We used Gurobi Optimizer 7.0 to solve the ILP problem defined in Sect. 4. The solver was executed on a 2.4 GHz Xeon CPU machine under the Red Hat Enterprise Linux 6 operating system with 1 TB memory. The required CPU times were at most 7.13 seconds in AES and 1.46 seconds in OpenRISC. For calculating meaningful MTTF, practical delay variations should be considered. Our evaluation took into account the following variations.

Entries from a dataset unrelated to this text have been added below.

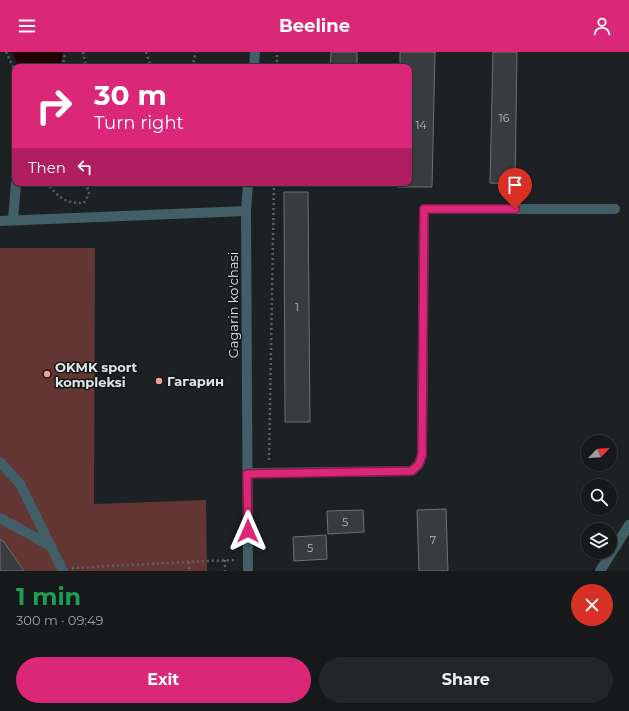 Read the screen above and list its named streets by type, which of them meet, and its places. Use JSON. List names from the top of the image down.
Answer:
{
  "streets": {
    "street": ["Gagarin ko'chasi"]
  },
  "places": ["OKMK sport kompleksi", "Гагарин"],
  "house_numbers": [
    "16",
    "14",
    "1",
    "5",
    "7",
    "5"
  ],
  "north": "top right",
  "page": {
    "header": "Beeline",
    "turn": ["30 m", "Turn right"],
    "then": "Then",
    "heading": ["1 min", "300 m · 09:49"],
    "buttons": ["Exit", "Share"]
  }
} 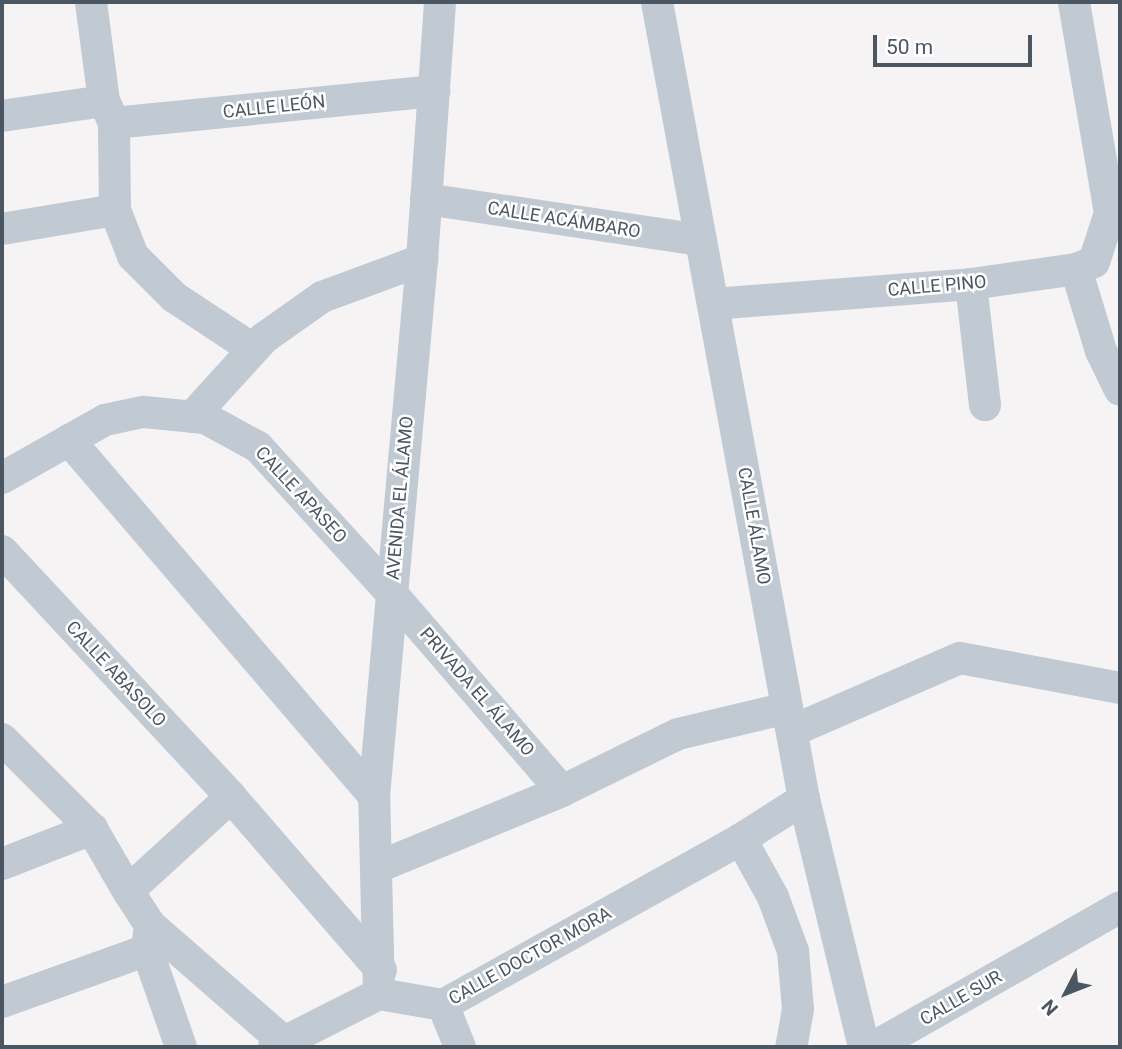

- Dynamic supply noise, which is assumed to fluctuate between -50 mV and 50 mV by 10 mV with eleven steps.
- Manufacturing variability, which is assumed to consist of the intra-die random variation and inter-die variation. Both the intra-die random variation and inter-die variation include NMOS and PMOS threshold voltage variation of  $\sigma = 30 \, \text{mV}$  and gate length variation of  $\sigma = 2 \, \text{nm}$ .
- NBTI aging, whose model was obtained by fitting a trapping/de-trapping model [16] to the measured data in [17]. Six degradation states of 0 mV, 0.5 mV, 1 mV, 5 mV, 10 mV and 15 mV are prepared. Note that we used the NBTI degradation data with stress probability of 100% in [17] as a worst case. Therefore, our experimental setup gives the most pessimistic MTTF regarding NBTI effects. Activation probability aware analysis and optimization are included in our future work.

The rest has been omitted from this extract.